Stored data
════════

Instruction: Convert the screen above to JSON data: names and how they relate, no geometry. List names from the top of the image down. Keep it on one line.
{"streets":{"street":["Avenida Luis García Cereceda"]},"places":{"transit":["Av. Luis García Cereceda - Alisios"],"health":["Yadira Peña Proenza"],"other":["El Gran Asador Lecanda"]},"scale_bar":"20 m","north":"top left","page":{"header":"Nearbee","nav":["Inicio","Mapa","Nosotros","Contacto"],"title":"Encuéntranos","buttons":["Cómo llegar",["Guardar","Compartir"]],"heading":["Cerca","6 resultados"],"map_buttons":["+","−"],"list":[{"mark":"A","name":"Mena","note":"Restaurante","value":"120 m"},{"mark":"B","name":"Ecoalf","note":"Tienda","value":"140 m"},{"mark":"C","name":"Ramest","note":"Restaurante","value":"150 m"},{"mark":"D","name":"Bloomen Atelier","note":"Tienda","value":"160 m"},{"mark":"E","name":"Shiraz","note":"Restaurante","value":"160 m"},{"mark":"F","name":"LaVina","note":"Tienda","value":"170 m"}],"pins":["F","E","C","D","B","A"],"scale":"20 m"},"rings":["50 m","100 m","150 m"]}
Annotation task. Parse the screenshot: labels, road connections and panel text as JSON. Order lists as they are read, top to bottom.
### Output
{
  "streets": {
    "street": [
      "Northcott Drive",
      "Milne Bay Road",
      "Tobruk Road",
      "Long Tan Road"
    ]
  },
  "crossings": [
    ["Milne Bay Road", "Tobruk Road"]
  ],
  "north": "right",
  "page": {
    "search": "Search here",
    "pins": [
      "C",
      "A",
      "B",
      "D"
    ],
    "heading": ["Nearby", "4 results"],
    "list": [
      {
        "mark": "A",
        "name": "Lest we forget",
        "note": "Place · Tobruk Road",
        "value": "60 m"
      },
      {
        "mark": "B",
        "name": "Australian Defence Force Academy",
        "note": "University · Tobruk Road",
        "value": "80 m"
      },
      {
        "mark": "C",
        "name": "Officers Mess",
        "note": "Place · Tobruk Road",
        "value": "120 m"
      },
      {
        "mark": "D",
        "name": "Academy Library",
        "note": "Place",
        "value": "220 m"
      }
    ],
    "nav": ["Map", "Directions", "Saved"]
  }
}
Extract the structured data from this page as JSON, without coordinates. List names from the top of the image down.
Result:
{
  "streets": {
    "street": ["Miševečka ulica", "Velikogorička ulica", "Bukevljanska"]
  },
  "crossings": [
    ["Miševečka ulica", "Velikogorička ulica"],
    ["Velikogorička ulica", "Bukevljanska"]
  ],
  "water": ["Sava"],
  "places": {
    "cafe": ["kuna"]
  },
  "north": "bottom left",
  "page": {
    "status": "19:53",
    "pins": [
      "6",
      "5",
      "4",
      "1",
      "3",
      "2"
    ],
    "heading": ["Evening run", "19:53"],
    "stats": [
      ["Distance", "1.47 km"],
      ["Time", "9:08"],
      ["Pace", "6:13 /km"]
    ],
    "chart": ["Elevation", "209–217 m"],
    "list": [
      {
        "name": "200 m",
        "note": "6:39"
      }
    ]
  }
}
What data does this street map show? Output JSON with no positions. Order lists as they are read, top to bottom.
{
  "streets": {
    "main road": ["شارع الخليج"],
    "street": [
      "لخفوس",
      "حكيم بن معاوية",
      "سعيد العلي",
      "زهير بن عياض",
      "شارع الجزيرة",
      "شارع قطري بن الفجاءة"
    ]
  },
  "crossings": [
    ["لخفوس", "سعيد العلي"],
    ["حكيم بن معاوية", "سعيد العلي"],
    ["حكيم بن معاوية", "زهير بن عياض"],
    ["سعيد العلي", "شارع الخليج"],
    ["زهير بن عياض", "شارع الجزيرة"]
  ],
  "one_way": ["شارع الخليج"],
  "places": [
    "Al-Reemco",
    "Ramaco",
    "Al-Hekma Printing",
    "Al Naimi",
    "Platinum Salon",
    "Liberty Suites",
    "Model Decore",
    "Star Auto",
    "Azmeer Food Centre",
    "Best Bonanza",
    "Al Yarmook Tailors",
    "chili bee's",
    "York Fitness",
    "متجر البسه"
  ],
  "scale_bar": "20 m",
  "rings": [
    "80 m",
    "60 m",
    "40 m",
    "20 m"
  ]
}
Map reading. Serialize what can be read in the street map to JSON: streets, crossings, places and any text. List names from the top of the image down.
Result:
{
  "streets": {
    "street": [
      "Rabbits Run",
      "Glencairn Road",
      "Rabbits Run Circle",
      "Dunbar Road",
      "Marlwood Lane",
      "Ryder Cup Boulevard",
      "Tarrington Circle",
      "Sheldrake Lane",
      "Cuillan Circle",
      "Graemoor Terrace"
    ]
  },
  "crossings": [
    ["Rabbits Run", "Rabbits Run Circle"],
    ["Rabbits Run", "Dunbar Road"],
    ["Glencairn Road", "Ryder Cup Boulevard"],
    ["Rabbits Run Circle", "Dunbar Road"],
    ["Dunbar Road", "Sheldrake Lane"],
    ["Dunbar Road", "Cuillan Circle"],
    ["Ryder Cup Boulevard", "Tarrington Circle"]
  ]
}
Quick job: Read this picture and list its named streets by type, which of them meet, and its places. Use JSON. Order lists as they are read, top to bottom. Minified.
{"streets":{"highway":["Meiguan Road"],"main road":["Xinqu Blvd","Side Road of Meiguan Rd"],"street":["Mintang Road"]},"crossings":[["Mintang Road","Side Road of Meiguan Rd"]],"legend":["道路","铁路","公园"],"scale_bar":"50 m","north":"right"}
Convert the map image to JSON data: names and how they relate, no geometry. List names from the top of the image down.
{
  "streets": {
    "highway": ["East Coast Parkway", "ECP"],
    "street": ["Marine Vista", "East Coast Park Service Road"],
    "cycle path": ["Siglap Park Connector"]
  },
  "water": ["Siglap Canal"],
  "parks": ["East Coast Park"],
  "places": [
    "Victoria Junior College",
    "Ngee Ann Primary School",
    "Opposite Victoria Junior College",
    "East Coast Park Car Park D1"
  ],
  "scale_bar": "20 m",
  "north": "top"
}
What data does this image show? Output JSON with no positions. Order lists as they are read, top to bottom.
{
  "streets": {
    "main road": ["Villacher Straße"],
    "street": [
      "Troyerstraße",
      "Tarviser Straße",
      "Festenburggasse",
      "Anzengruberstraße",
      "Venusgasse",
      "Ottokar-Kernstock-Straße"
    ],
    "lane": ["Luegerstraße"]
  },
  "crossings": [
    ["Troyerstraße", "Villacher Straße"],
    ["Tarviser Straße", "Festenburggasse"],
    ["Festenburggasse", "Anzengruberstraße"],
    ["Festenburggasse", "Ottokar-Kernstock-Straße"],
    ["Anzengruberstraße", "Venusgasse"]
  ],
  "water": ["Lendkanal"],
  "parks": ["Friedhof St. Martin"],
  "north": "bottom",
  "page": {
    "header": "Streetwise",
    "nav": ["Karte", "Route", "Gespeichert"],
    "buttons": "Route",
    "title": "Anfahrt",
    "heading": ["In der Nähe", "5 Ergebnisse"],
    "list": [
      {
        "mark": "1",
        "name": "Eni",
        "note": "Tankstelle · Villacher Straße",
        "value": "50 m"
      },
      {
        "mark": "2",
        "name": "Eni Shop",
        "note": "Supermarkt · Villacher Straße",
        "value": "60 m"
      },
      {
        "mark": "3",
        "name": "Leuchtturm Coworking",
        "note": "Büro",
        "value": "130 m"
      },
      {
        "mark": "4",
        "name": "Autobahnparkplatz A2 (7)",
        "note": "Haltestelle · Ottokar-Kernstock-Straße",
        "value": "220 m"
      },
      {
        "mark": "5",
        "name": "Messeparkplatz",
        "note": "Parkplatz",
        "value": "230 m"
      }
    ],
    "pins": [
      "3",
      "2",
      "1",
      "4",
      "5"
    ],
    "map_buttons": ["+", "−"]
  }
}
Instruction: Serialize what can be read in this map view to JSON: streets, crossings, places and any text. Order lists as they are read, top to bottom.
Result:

════════

* _How to complete this task_
Among the entries above, how many lines include "Serialize"? State the number and nothing else.

* _Exercise response_
2